I tend to kick … when Scot just talks over me. I kick in that part of the leg where the muscles aren’t as strong, with my big toe. He claims it hurts. I kick because no matter how loud my voice gets he just speaks louder. I had thought the Mount gene was strong enough to out-speak all … I now have my doubts.
I also tend to roll my eyes, a lot. I tend to roll my eyes when I know its best to hold my tongue … which happens often. The problem is that it is ‘best to hold my tongue’ too frequently, so those that know me see the roll and know I’m holding back – so why hold back at that point?
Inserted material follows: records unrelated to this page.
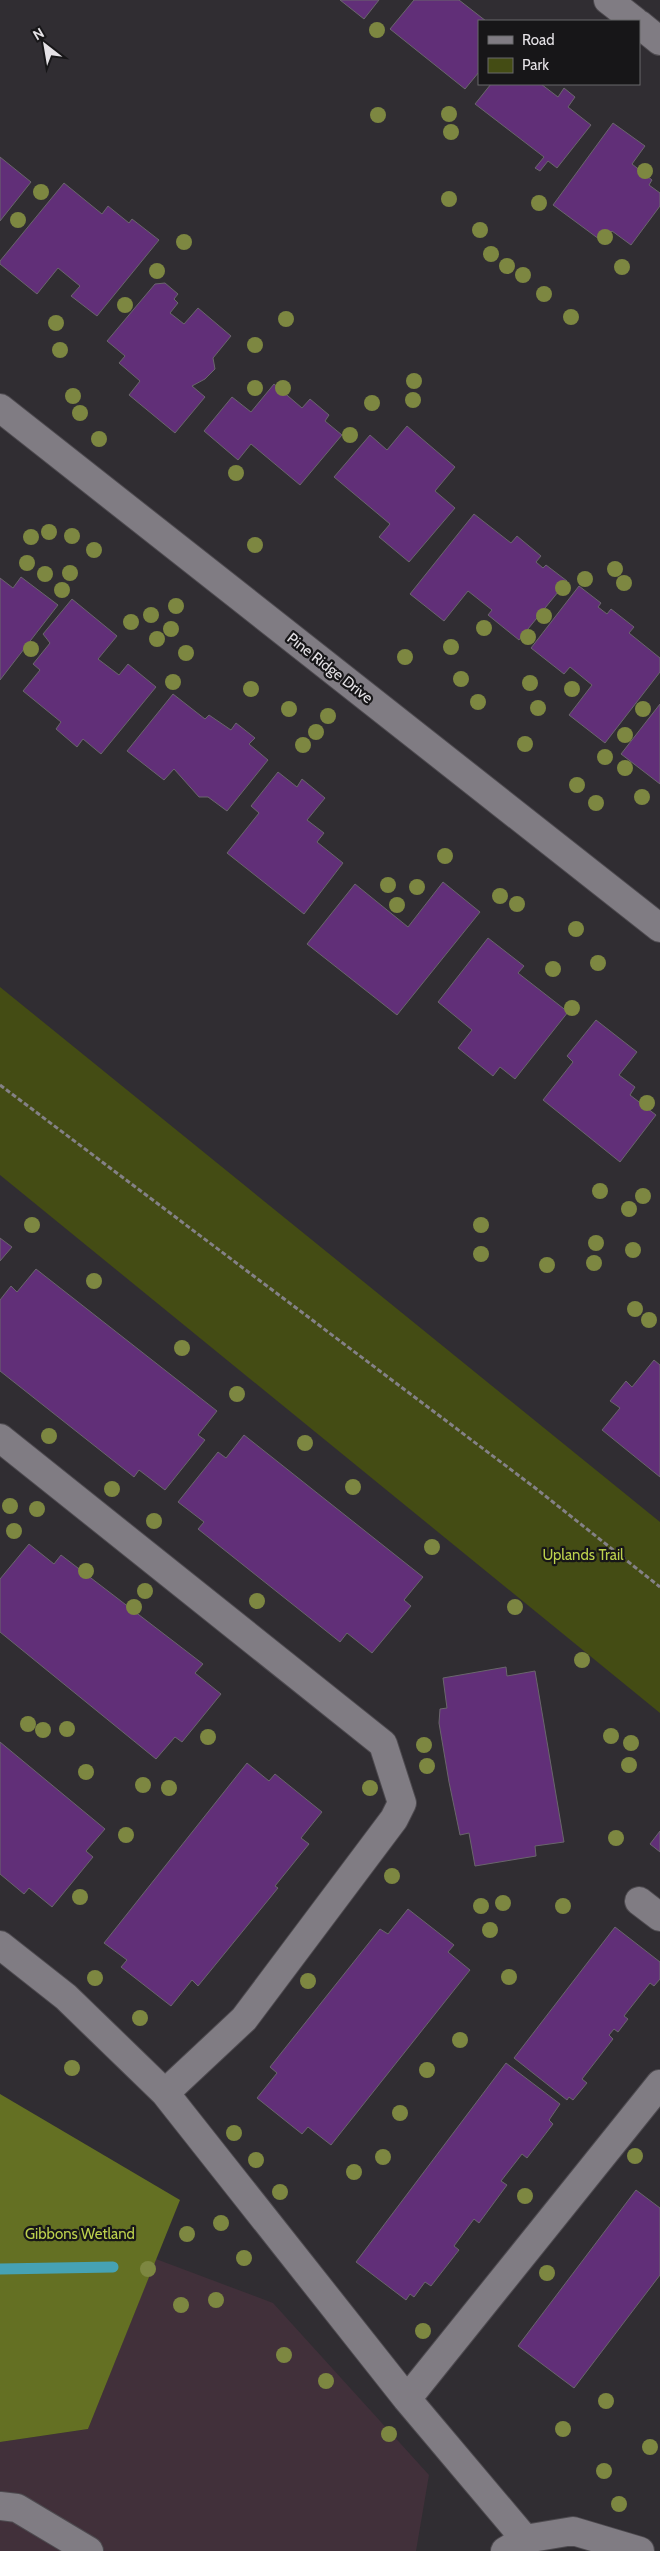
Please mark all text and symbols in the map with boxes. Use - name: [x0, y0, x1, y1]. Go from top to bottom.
- north arrow: [20, 20, 70, 70]
- legend: [478, 20, 640, 85]
- text: N: [29, 24, 47, 44]
- text: Road: [522, 31, 555, 49]
- text: Park: [522, 56, 549, 74]
- street label: Pine Ridge Drive: [284, 629, 377, 707]
- park label: Uplands Trail: [542, 1546, 624, 1564]
- park label: Gibbons Wetland: [25, 2225, 135, 2243]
I also tend to have messy hair after certain activities. With this tendency comes the acknowledgement that I don’t pay much attention to the details after said activities. Last night upon my late arrival to the House on the Corner Matt indicated that my hair was looking a bit disheveled, he used another phrase indicating a specific activity but I fear that persons whose opinions may ensue guilt may be reading this blog and create said opinions based on eluded to activity. I’ve now made a mental note to check the mirror before entering the House on the Corner, to avoid calls of clarification.
Now for the interactive part of the blog … How do you feel about Prenuptial Agreements? Seriously, it was the reason for the kicking. Think logically, finding the balance between the emotions. What are your thoughts? I’m interested, really. I won’t kick or yell, I reserve that for special, in-person, occasions. Prenuptial Agreements? My opinion isn't likely to change on the matter ~ shocking that I would be stubborn ~ however, I'd like to prove that there are more in my corner than in the other.